2. Rolling window with token cap {Rolling window với token cap}

Instead of a turn count, cap by tokens — drop oldest messages until under budget {Thay vì đếm turn, cap theo token — bỏ message cũ nhất đến khi dưới budget}.

function rollingWindow(turns, tokenBudget, countTokens) {
  const kept = [];
  let used = 0;
  for (let i = turns.length - 1; i >= 0; i--) {
    const t = countTokens(turns[i]);
    if (used + t > tokenBudget) break;
    kept.unshift(turns[i]);
    used += t;
  }
  return kept;
}

Prefer token cap over turn cap — one turn with a 4K tool result can blow a “last 10 turns” policy {Ưu tiên token cap hơn turn cap — một turn với tool result 4K có thể phá policy “10 turn cuối”}.

3. Summarization / compaction {Summarization / compaction}

Replace older turns with a compressed summary {Thay turn cũ bằng summary nén}. Typical pattern: every K turns or when history exceeds 60% of input budget, call a cheap/fast model to summarize {Pattern thường gặp: mỗi K turn hoặc khi history vượt 60% input budget, gọi model rẻ/nhanh để summarize}.

[SYSTEM][TOOLS][SUMMARY of turns 1–18][turn 19][turn 20][RAG][user msg]

Trade-offs {Trade-off}:

  • Pros — retains semantic thread; smaller than raw history {Ưu — giữ thread ngữ nghĩa; nhỏ hơn history thô}.
  • Cons — summary latency + cost; risk of dropping nuance (IDs, exact quotes, user corrections) {Nhược — latency + cost summary; rủi ro mất chi tiết (ID, quote chính xác, correction user)}.

Production tip: Store the raw transcript externally; the summary is a lossy cache you can regenerate {Tip production: Lưu transcript thô bên ngoài; summary là cache lossy có thể regenerate}.

4. Hierarchical memory {Hierarchical memory}

Structure memory in layers {Cấu trúc memory theo lớp}:

  1. Working — last 2–4 turns verbatim in the window {Working — 2–4 turn cuối nguyên văn trong window}.
  2. Session summary — compact paragraph updated each compaction cycle {Session summary — đoạn compact cập nhật mỗi chu kỳ compaction}.
  3. Long-term facts — vector store or key-value (user prefs, project IDs) retrieved per turn {Long-term facts — vector store hoặc key-value (pref user, project ID) retrieve mỗi turn}.
{
  "working": ["turn_19", "turn_20"],
  "session_summary": "User is debugging CORS on api.example.com.
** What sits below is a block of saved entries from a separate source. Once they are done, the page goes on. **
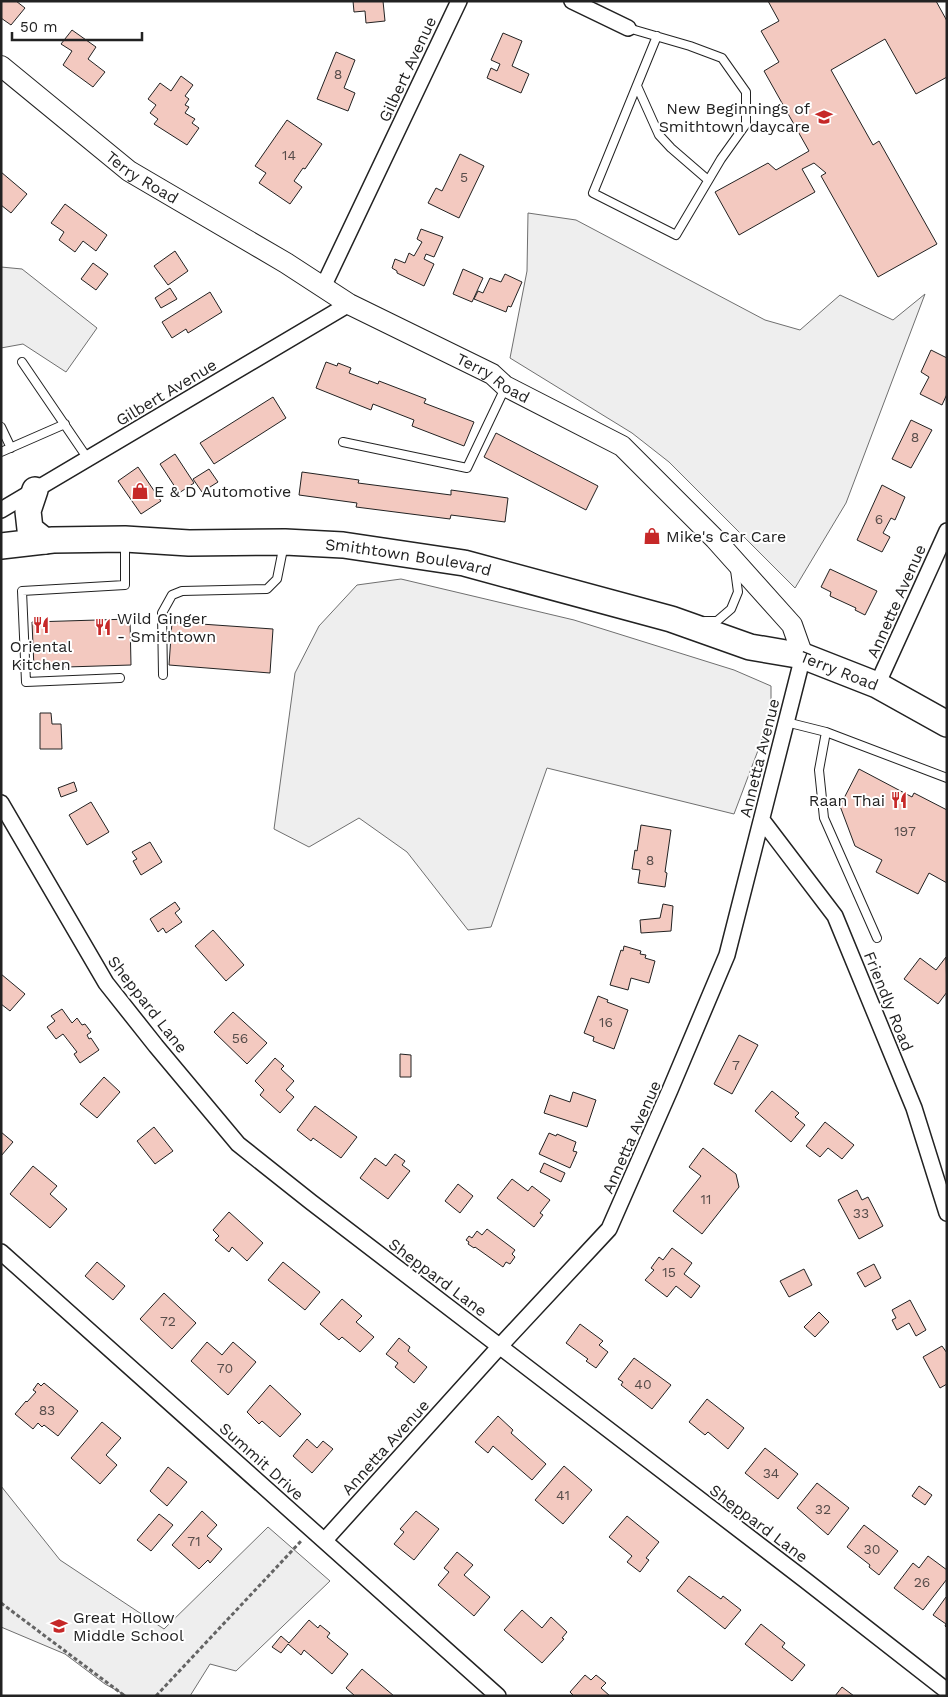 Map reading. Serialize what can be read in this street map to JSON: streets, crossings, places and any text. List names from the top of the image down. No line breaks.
{"streets":{"main road":["Terry Road","Smithtown Boulevard"],"street":["Gilbert Avenue","Annette Avenue","Annetta Avenue","Friendly Road","Sheppard Lane","Summit Drive"]},"crossings":[["Gilbert Avenue","Terry Road"],["Terry Road","Smithtown Boulevard"],["Terry Road","Annette Avenue"],["Terry Road","Annetta Avenue"],["Smithtown Boulevard","Annetta Avenue"],["Annetta Avenue","Friendly Road"],["Annetta Avenue","Sheppard Lane"],["Annetta Avenue","Summit Drive"]],"places":{"school or university":["New Beginnings of Smithtown daycare","Great Hollow Middle School"],"shop":["E & D Automotive","Mike's Car Care"],"restaurant":["Oriental Kitchen","Wild Ginger - Smithtown","Raan Thai"]},"house_numbers":["8","14","5","8","6","197","8","16","56","7","11","33","15","72","70","40","83","34","41","32","71","30","26"],"scale_bar":"50 m"} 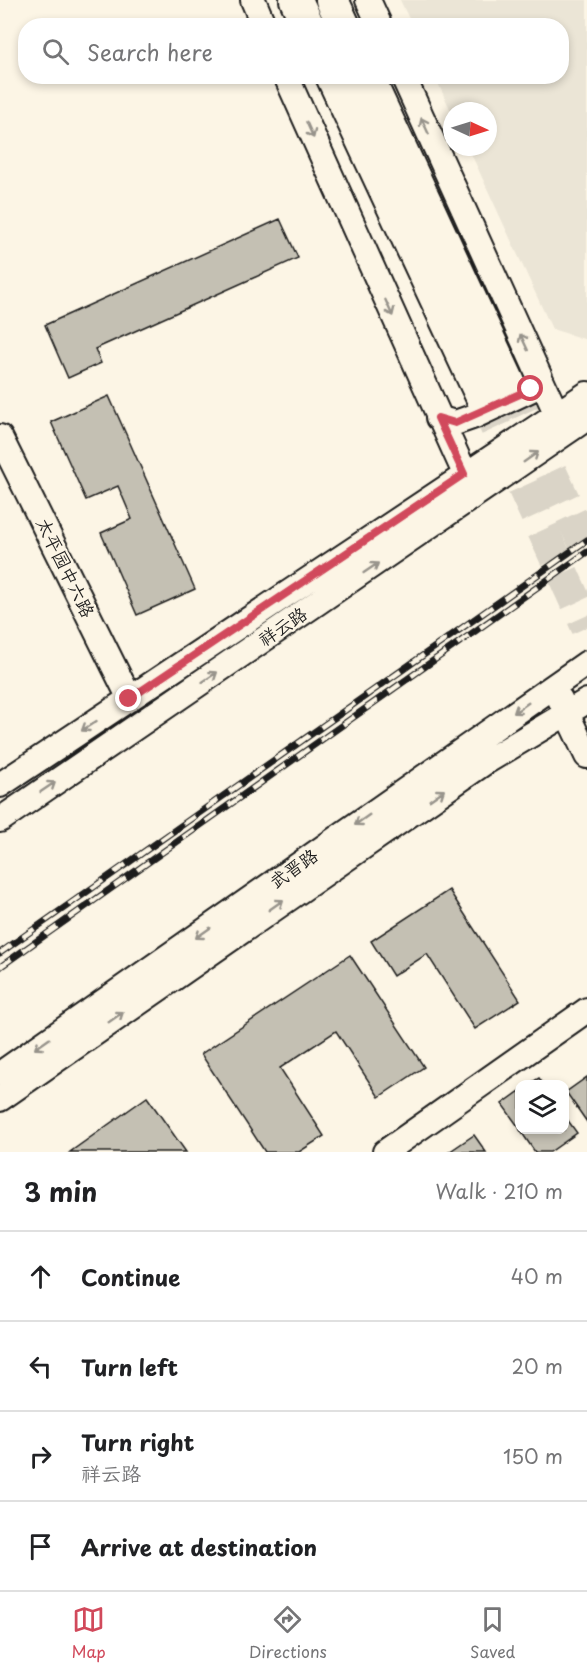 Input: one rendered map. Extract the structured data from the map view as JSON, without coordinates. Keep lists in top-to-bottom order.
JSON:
{
  "streets": {
    "street": ["太平园中六路", "祥云路", "武晋路"]
  },
  "crossings": [
    ["太平园中六路", "祥云路"]
  ],
  "north": "right",
  "page": {
    "search": "Search here",
    "heading": ["3 min", "Walk · 210 m"],
    "list": [
      ["Continue", "40 m"],
      ["Turn left", "20 m"],
      ["Turn right", "祥云路", "150 m"],
      "Arrive at destination"
    ],
    "nav": ["Map", "Directions", "Saved"]
  }
} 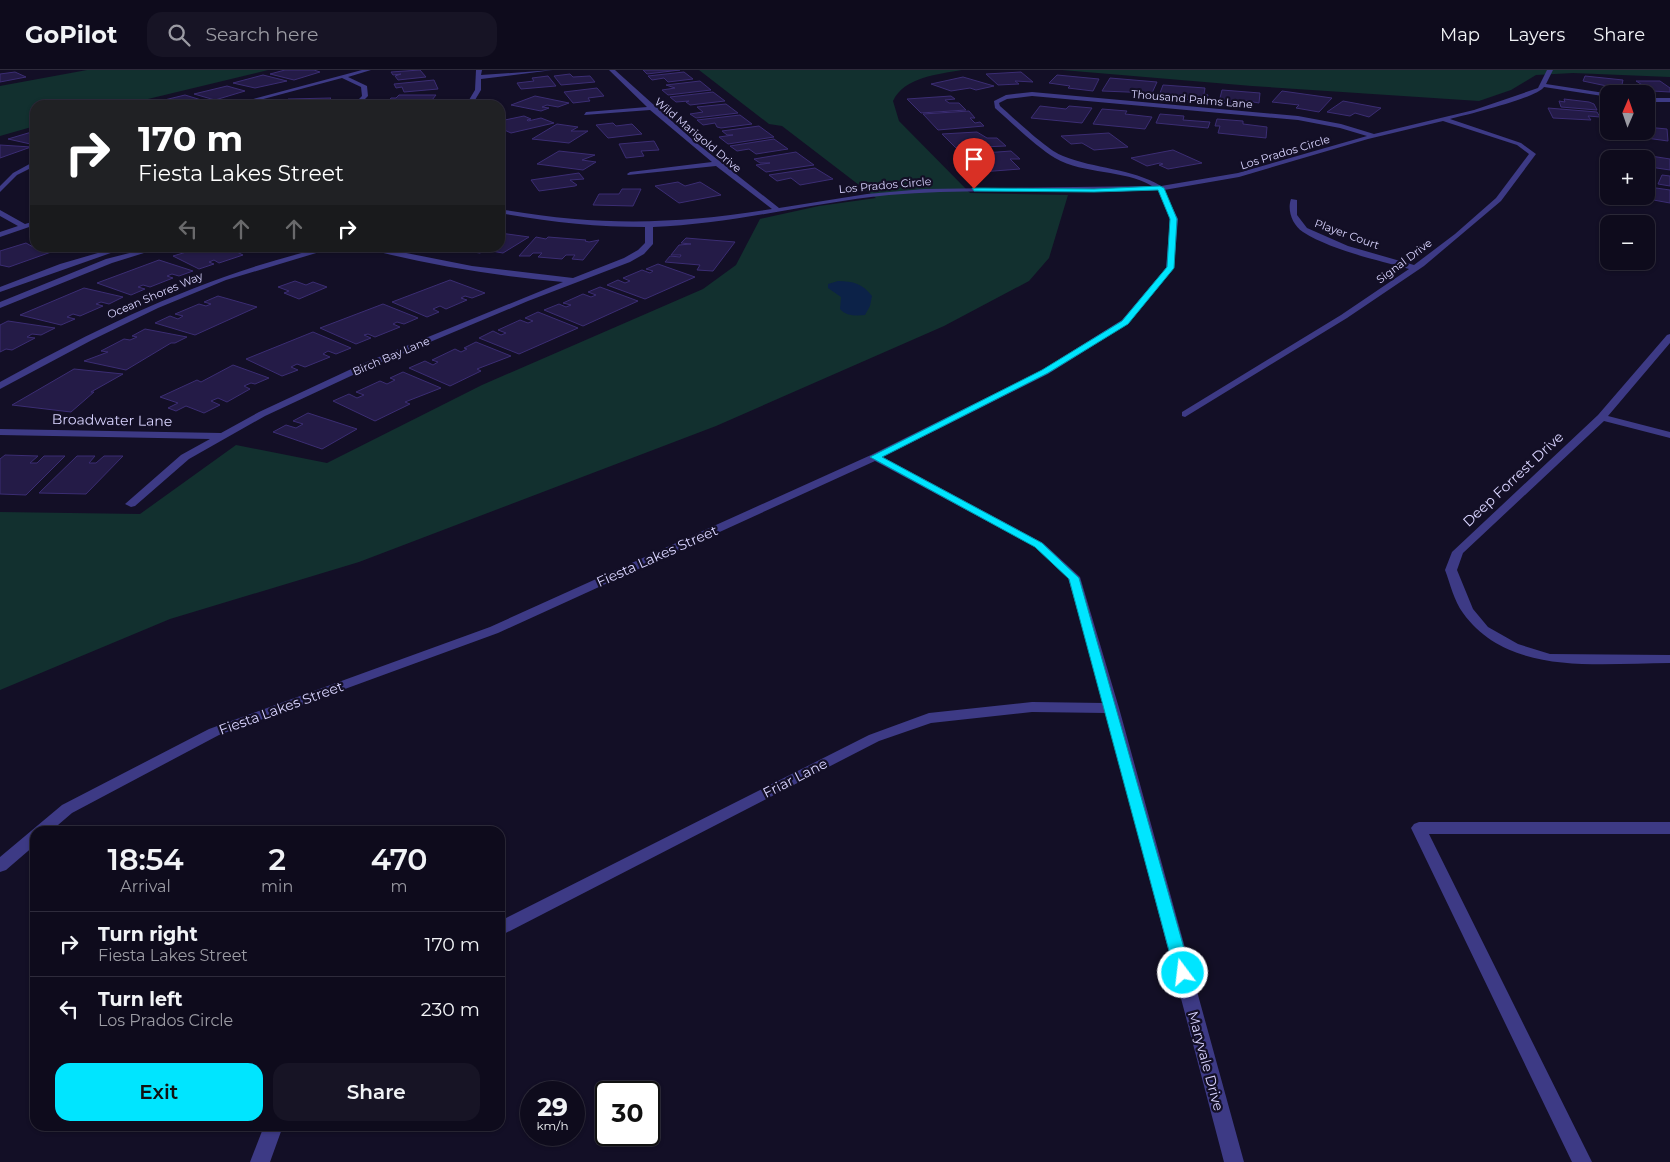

Prefers curl examples.",
  "long_term": ["user_id: 42", "preferred_language: vi"]
}

This mirrors how human engineers keep a sticky note (summary), open files (working), and a wiki (long-term) {Giống cách engineer giữ sticky note (summary), file đang mở (working), và wiki (long-term)}.


Retrieval injection: RAG without duplicating the deep dive {Retrieval injection: RAG không lặp deep dive}

RAG adds retrieved chunks to the prompt at query time {RAG thêm chunk retrieve vào prompt lúc query}. From a context-engineering lens, the decisions are:

DecisionQuestion
How many chunks (k)?More recall vs. less room for history
Chunk sizeLarger context per doc vs. more docs
OrderingWhere in the window — start, middle, or end?
DeduplicationOverlapping chunks waste tokens
Re-ranking thresholdDrop low-score chunks before injection

For embedding models, indexing, and chunking strategies, see Vector Embeddings Deep Dive and RAG: Retrieval-Augmented Generation Guide — this series assumes you know how to retrieve and focuses on how to pack what you retrieved {Về embedding, indexing, chunking, xem Vector Embeddings Deep DiveRAG Guide — loạt bài này giả định bạn biết cách retrieve và tập trung cách pack phần đã retrieve}.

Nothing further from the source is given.